Yes, skeuomorphism went too far but the pendulum swigged way too far in the opposite direction. Metro, flat, ultra minimalistic design makes user interactions harder when they remove useful visual clues from interfaces.
I think there’s places for extreme skeuomorphism even if it’s not suitable everywhere. Nothing wrong with letting the designer have fun with absurdly detailed buttons for a game UI for example.
> The thing I hate the most in the UI nowadays is to be randomly touching/clicking around to find what is touchable/clickable.
Yeah, it reminds me of the old graphic text adventure games (e.g. Zak McKracken) where you had to hover the mouse over the entire screen to find the thing you are supposed to click on. If you're luck, the cursor might change shape. I generally prefer UIs to not be puzzles.

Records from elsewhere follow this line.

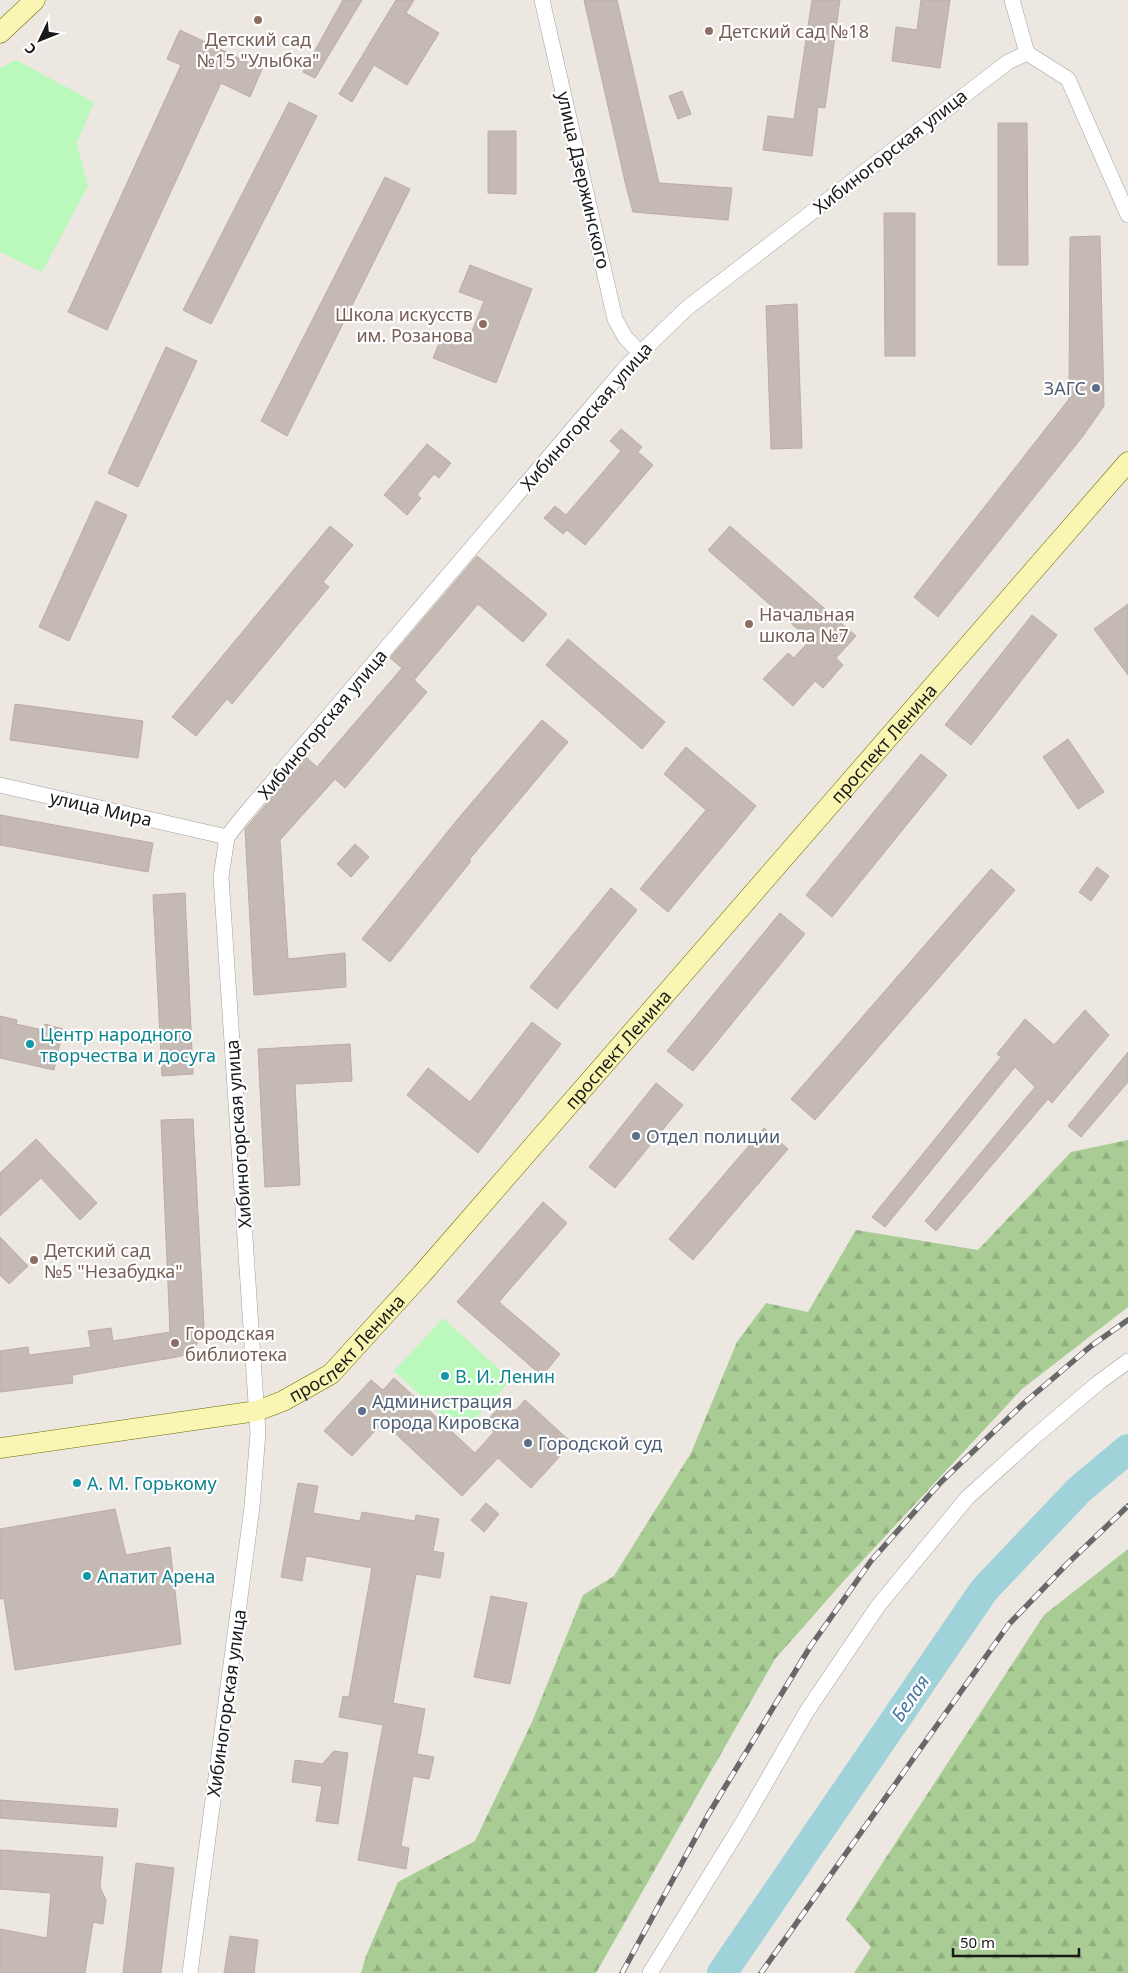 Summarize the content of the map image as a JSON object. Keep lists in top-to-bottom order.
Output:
{
  "streets": {
    "main road": ["проспект Ленина"],
    "street": ["Хибиногорская улица", "улица Дзержинского", "улица Мира"]
  },
  "crossings": [
    ["Хибиногорская улица", "улица Дзержинского"],
    ["Хибиногорская улица", "проспект Ленина"],
    ["Хибиногорская улица", "улица Мира"]
  ],
  "water": ["Белая"],
  "places": [
    "Детский сад №15 \"Улыбка\"",
    "Детский сад №18",
    "Школа искусств им. Розанова",
    "ЗАГС",
    "Начальная школа №7",
    "Центр народного творчества и досуга",
    "Отдел полиции",
    "Детский сад №5 \"Незабудка\"",
    "Городская библиотека",
    "В. И. Ленин",
    "Администрация города Кировска",
    "Городской суд",
    "А. М. Горькому",
    "Апатит Арена"
  ],
  "scale_bar": "50 m",
  "north": "bottom left"
}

Yeah, if you think of terminal programs like old text adventure games that you have to keep typing stuff until something works, they're literally trying to make GUIs as unintuitive as terminals now.
Just swipe, shake, tap the corners, try scrolling even if there's scroll bar, until it does something!
To open settings, you're supposed to rotate the phone 180 degrees around the vertical axis, and then 180 degrees in the opposite direction. It's so obvious.
Did you read the first footnote I wrote in the piece? It’s actually about this exact thing you are talking about:
In many graphical interfaces that expect a mouse as input, the programmers will make the clickable area of the upper row buttons the same as the lower row ones, although this will be invisible at first. You can hover with your mouse over the buttons and then, magically, a button shape will appear. It’s not going to be a nice 3D-button shape however but just an outline. This serves no functional purpose. For instead of showing the user where all the buttons are from the outset, the whole affair becomes sort of a hide and seek game, where users have to guess which item they might be able to click.
Yes, skeuomorphism went too far but the pendulum swigged way too far in the opposite direction. Metro, flat, ultra minimalistic design makes user interactions harder when they remove useful visual clues from interfaces.